One of it's initial members, John Weakland, Ch.E. remembers how it started: "Dick was doing therapy in his office and Paul (Watzlawick) was also excited about the possibility of getting together in a more formal way to do what we were doing anyway: talking about our difficult cases and seeing if we could look at them in a different way. We were concerned at the time that the 'new' Family Therapy was developing into long-term way of helping people and we were saying to each other that we were going to end up doing the same thing as the psychoanalysts were. We actually did not want to make therapy longer; we wanted to get things done". This is probably where the name of 'brief therapy' came from: the world saw this approach as short-term, brief, more so than what it really is, which is a different way of solving problem. Nowadays a description that better fits it is: problem solving brief therapy.

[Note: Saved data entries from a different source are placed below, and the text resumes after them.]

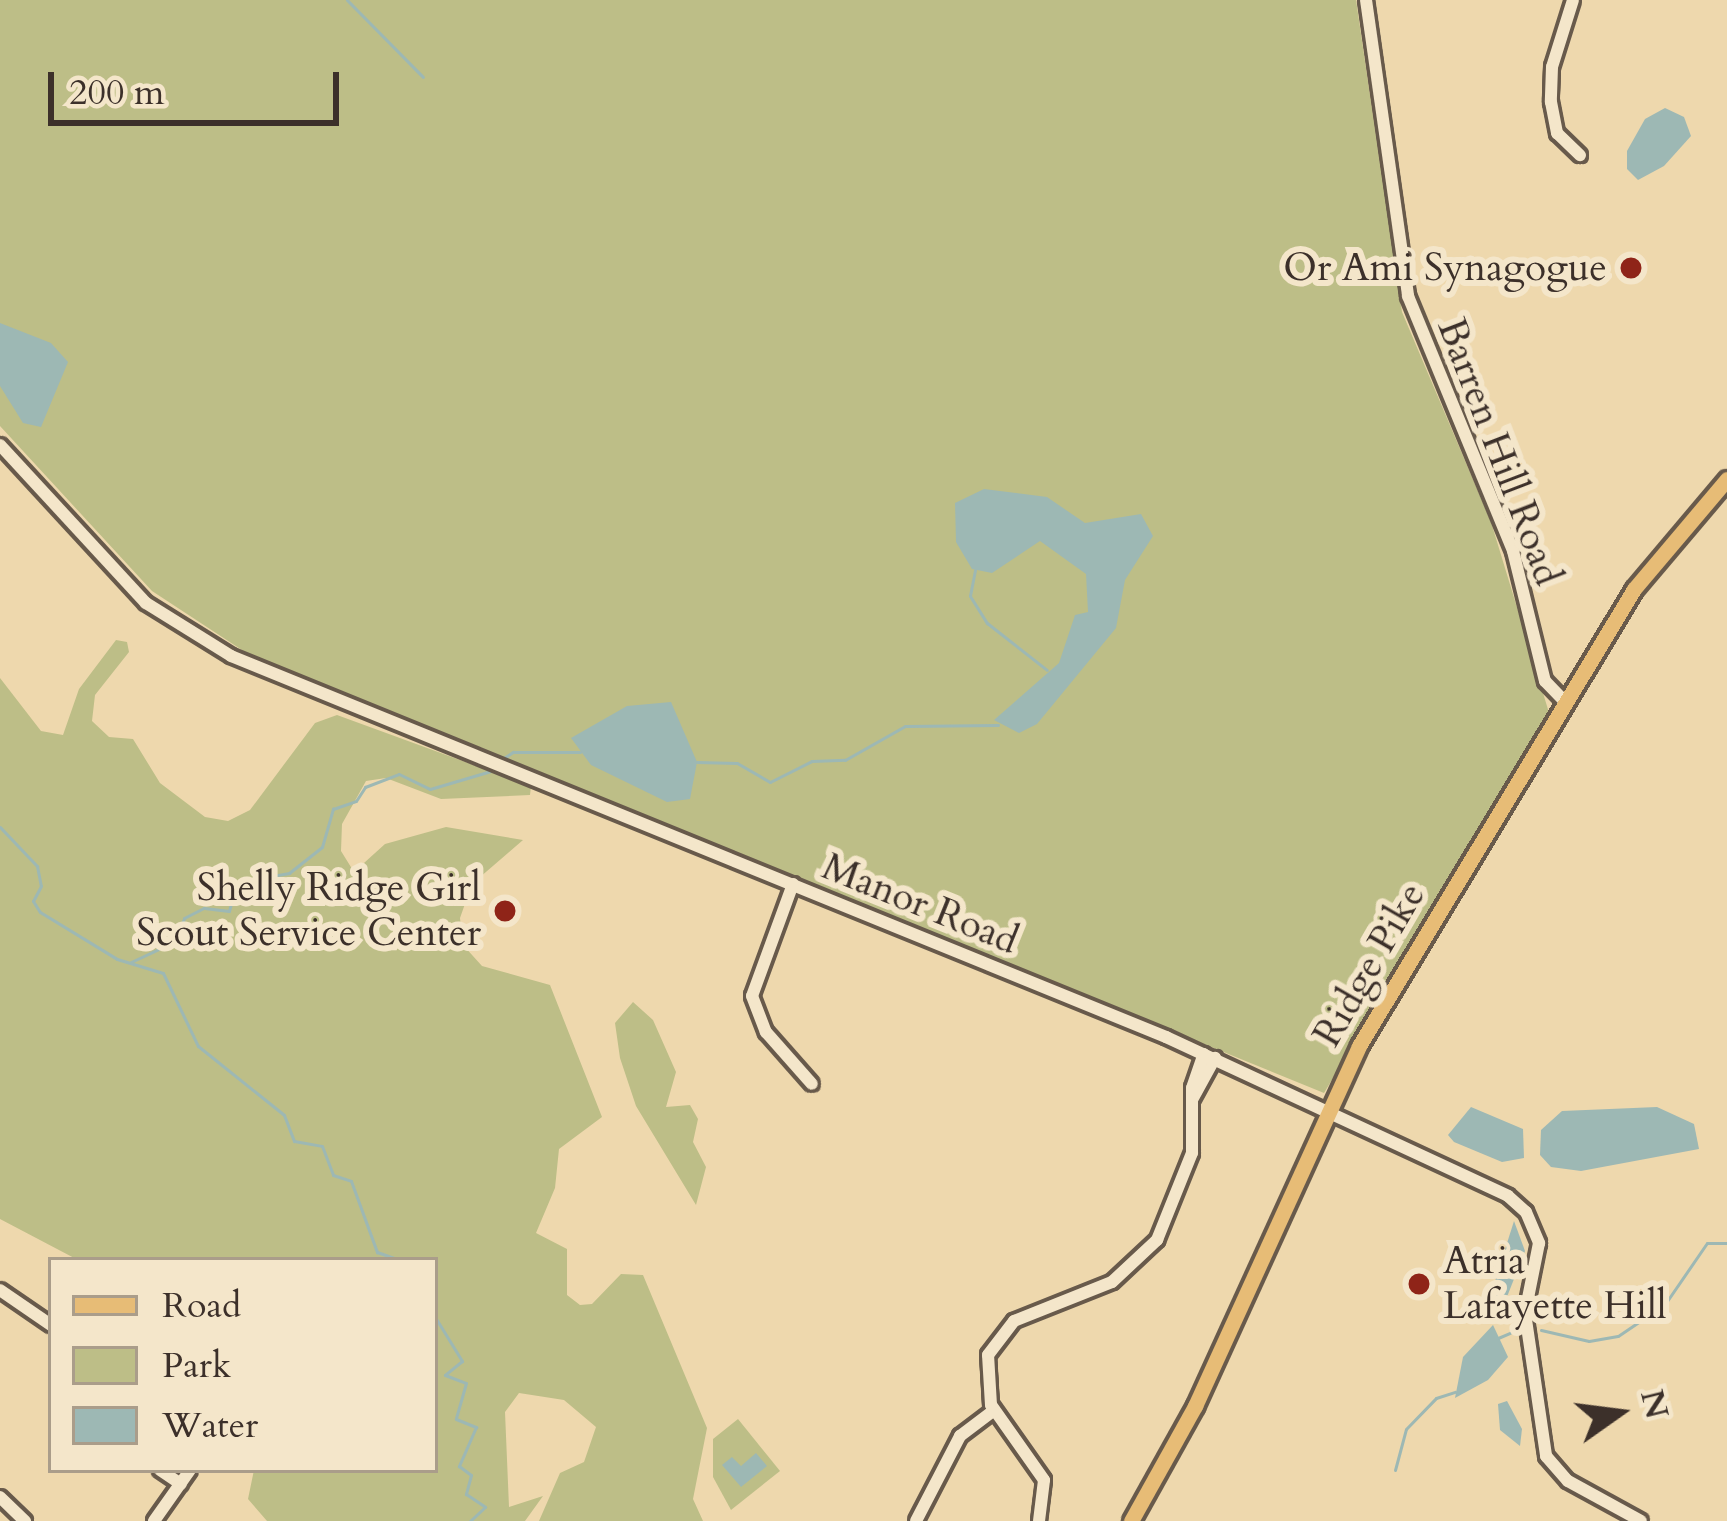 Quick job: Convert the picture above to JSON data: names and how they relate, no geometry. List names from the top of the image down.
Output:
{
  "streets": {
    "main road": ["Ridge Pike"],
    "street": ["Barren Hill Road", "Manor Road"]
  },
  "crossings": [
    ["Barren Hill Road", "Ridge Pike"],
    ["Manor Road", "Ridge Pike"]
  ],
  "places": ["Or Ami Synagogue", "Shelly Ridge Girl Scout Service Center", "Atria Lafayette Hill"],
  "legend": ["Road", "Park", "Water"],
  "scale_bar": "200 m",
  "north": "right"
} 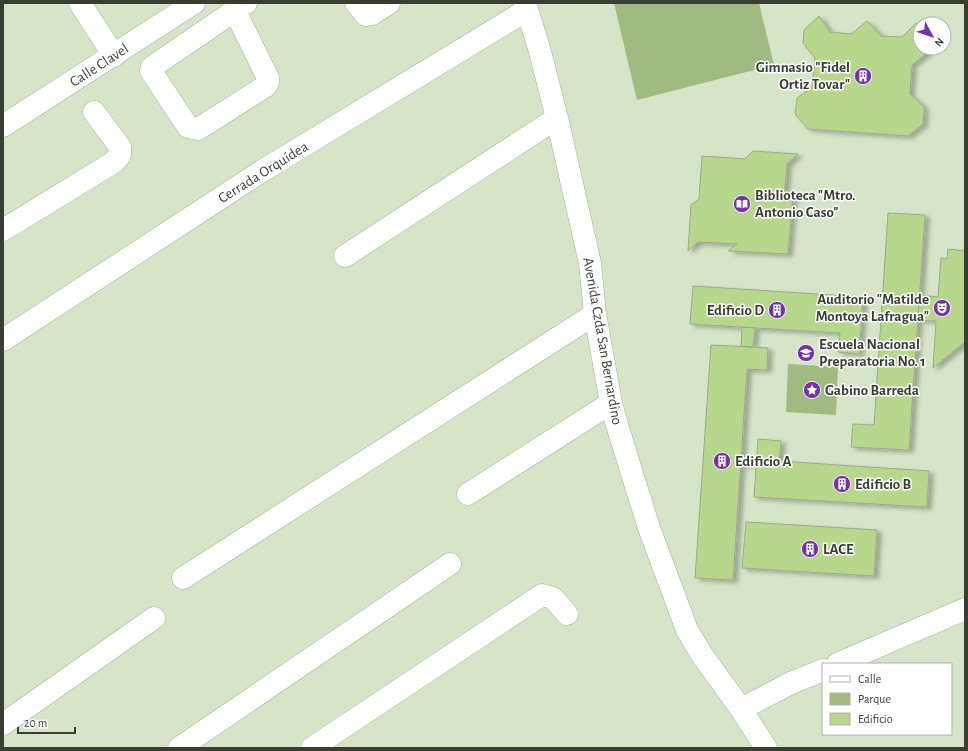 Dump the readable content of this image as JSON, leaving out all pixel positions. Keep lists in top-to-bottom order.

In 1974, members of the Center published their first major work introducing such a rationale, Change, Principles of Problem Formation and Problem Resolution, Watzlawick, Weakland, Fisch. This was followed by a companion work in 1982, The Tactics of Change - Doing Therapy Briefly, Fisch, Weakland, Segal. More recently, in 1999 the Center published Brief Therapy with Intimidating Cases by Richard Fisch and Karin Schlanger
Thousands of professionals in the behavioral sciences in almost every area of the globe have been participants in our workshops, training programs and formal presentations. Through these programs as well as its publications, MRI has achieved unique national and international prestige.
Never satisfied with past accomplishments, The Center is hoping to continue its work adapting its systematic and brief approach to schizophrenia and problem drinking, as well as non-clinical problems, in particular, the application of systems-oriented problem-solving strategies to business organizations. Another area of interest that has been developed in the last 14 years is the application of the problem-solving brief therapy to the Spanish-speaking community, through the Latino Brief Therapy and Training Center.